Toda enfermedad puede encontrar en la misericordia de Dios
una ayuda eficaz. De hecho, su misericordia no se queda lejos: desea salir al
encuentro de todas las pobrezas y liberar de tantas formas de esclavitud que
afligen a nuestro mundo. Quiere llegar a las heridas de cada uno, para
curarlas. Ser apóstoles de misericordia significa tocar y acariciar sus llagas,
presentes también hoy en el cuerpo y en el alma de muchos hermanos y hermanas
suyos. Al curar estas heridas, confesamos a Jesús, lo hacemos presente y vivo;
permitimos a otros que toquen su misericordia y que lo reconozcan como «Señor y
Dios» (cf. v. 28), como hizo el apóstol Tomás. Esta es la misión que se nos
confía. Muchas personas piden ser escuchadas y comprendidas. El Evangelio de la
misericordia, para anunciarlo y escribirlo en la vida, busca personas con el
corazón paciente y abierto, “buenos samaritanos” que conocen la compasión y el
silencio ante el misterio del hermano y de la hermana; pide siervos generosos y
alegres que aman gratuitamente sin pretender nada a cambio.

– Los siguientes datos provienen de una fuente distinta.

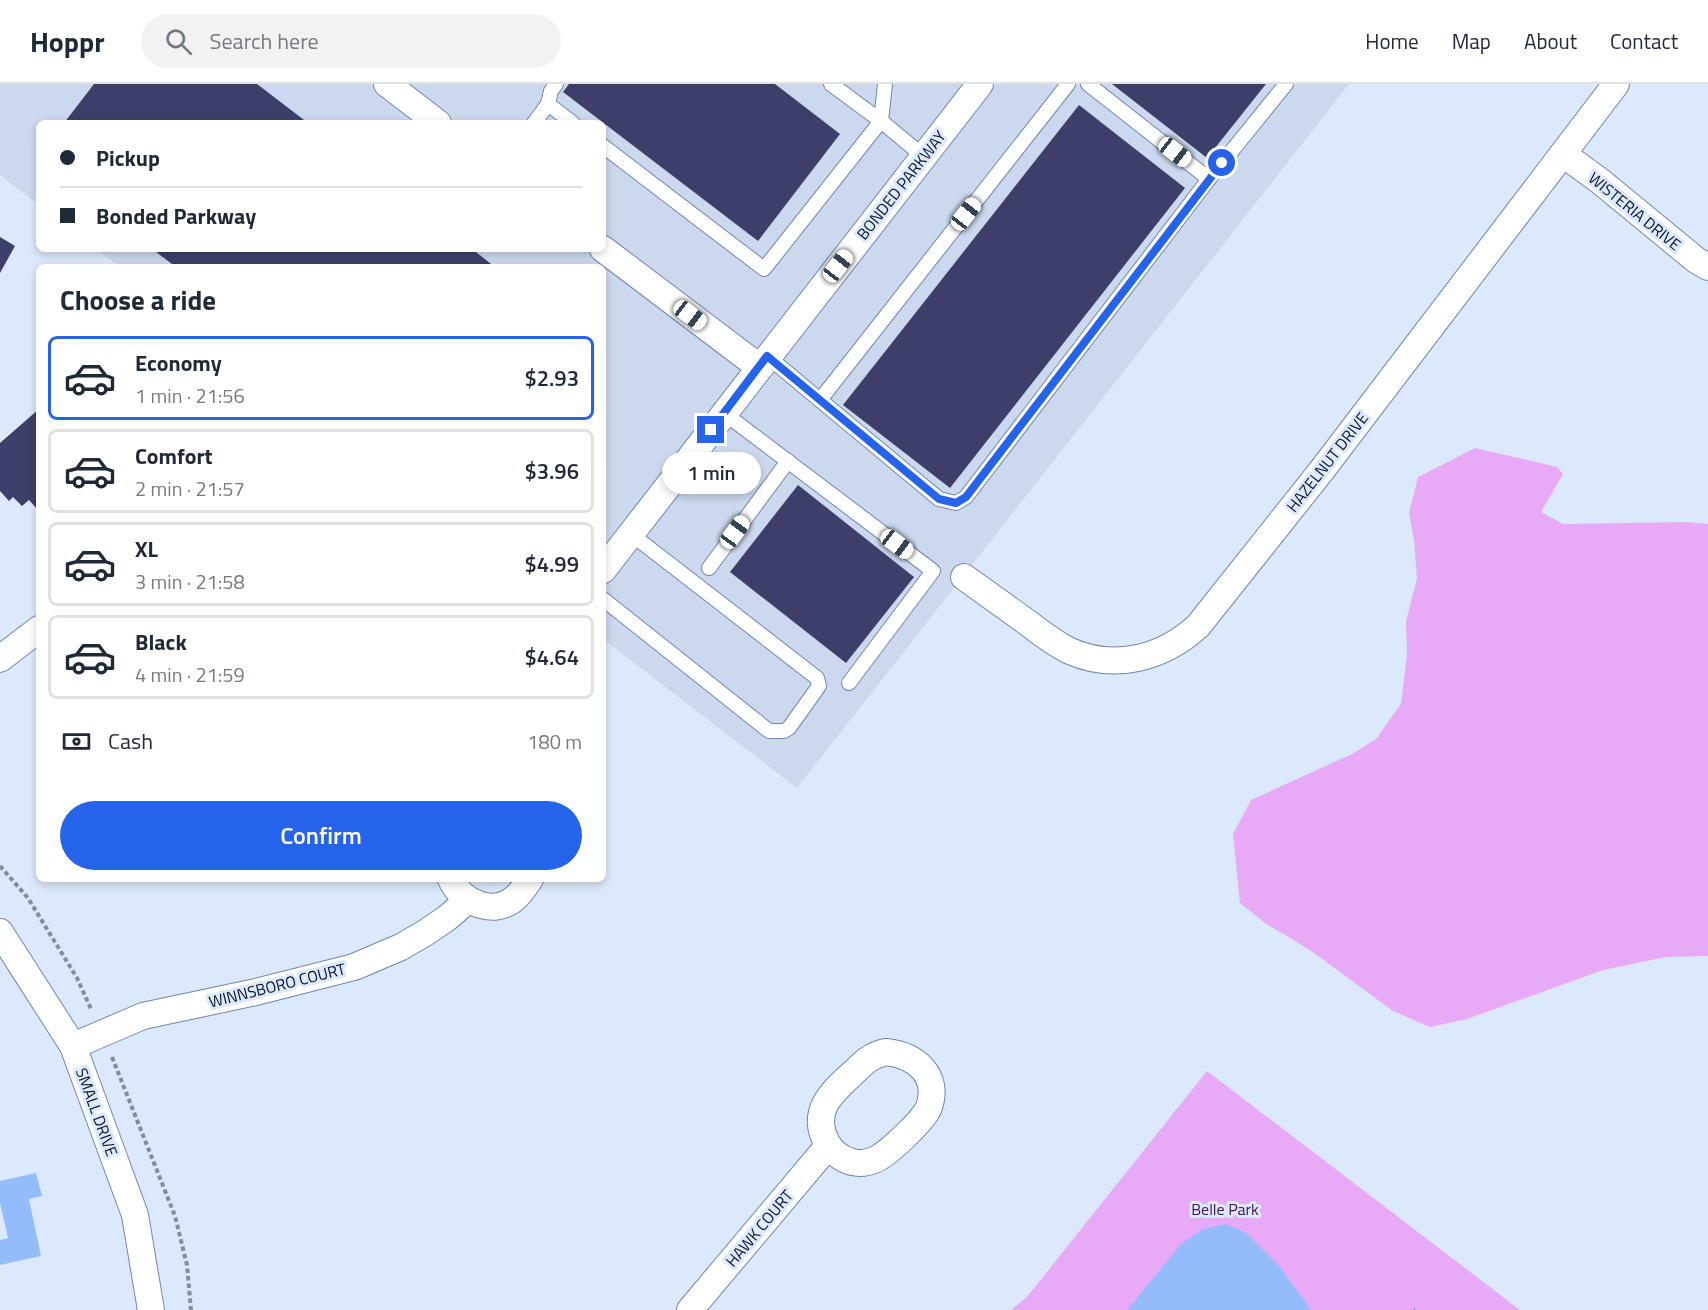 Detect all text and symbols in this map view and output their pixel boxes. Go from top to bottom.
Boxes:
search box [141,14,561,68]
text: Hoppr [30,20,105,63]
text: Search here [210,24,319,58]
icon: search [162,25,195,58]
text: Home [1365,25,1419,57]
text: Map [1452,25,1491,57]
text: About [1524,25,1577,57]
text: Contact [1610,25,1678,57]
street label: BONDED PARKWAY [851,125,952,245]
car [1155,134,1195,170]
text: Pickup [96,141,160,175]
route start [1208,149,1235,176]
street label: WISTERIA DRIVE [1583,166,1687,256]
car [948,194,984,234]
text: Bonded Parkway [96,199,256,233]
car [820,246,856,286]
text: Choose a ride [60,279,216,320]
car [670,297,710,333]
text: Economy [135,346,222,380]
icon: car [63,351,117,405]
text: $2.93 [524,361,579,395]
text: 1 min · 21:56 [135,380,245,411]
street label: HAZELNUT DRIVE [1280,407,1374,517]
route end [697,416,724,443]
text: Comfort [135,439,213,473]
icon: car [63,444,117,498]
callout: 1 min [662,451,760,493]
text: $3.96 [524,454,579,488]
text: 1 min [687,457,736,488]
text: 2 min · 21:57 [135,473,245,504]
car [717,512,753,552]
car [877,526,917,562]
text: XL [135,532,158,566]
icon: car [63,537,117,591]
text: $4.99 [524,547,579,581]
text: 3 min · 21:58 [135,566,245,597]
text: Black [135,625,187,659]
icon: car [63,630,117,684]
text: $4.64 [524,640,579,674]
text: 4 min · 21:59 [135,659,245,690]
text: Cash [108,724,153,758]
icon: cash [60,725,93,758]
text: 180 m [527,726,582,757]
button: Confirm [60,801,582,870]
street label: WINNSBORO COURT [206,956,349,1014]
street label: SMALL DRIVE [70,1064,124,1160]
street label: HAWK COURT [720,1184,799,1272]
park label: Belle Park [1191,1197,1259,1221]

«Paz a vosotros” (v. 21): es el saludo que Cristo trae a sus
discípulos; es la misma paz, que esperan los hombres de nuestro tiempo. No es
una paz negociada, no es la suspensión de algo malo: es su paz, la paz que
procede del corazón del Resucitado, la paz que venció el pecado, la muerte y el
miedo. Es la paz que no divide, sino que une; es la paz que no nos deja solos,
sino que nos hace sentir acogidos y amados; es la paz que permanece en el dolor
y hace florecer la esperanza. Esta paz, como en el día de Pascua, nace y renace
siempre desde el perdón de Dios, que disipa la inquietud del corazón. Ser
portadores de su paz: esta es la misión confiada a la Iglesia en el día de
Pascua. Hemos nacido en Cristo como instrumentos de reconciliación, para llevar
a todos el perdón del Padre, para revelar su rostro de amor único en los signos
de la misericordia.
En el Salmo responsorial se ha proclamado: «Su amor es para
siempre» (117/118,2). Es verdad, la misericordia de Dios es eterna; no termina,
no se agota, no se rinde ante la adversidad y no se cansa jamás. En este “para
siempre” encontramos consuelo en los momentos de prueba y de debilidad, porque
estamos seguros que Dios no nos abandona. Él permanece con nosotros para
siempre. Le agradecemos su amor tan inmenso, que no podemos comprender. Pidamos
la gracia de no cansarnos nunca de acudir a la misericordia del Padre y de
llevarla al mundo; pidamos ser nosotros mismos misericordiosos, para difundir
en todas partes la fuerza del Evangelio.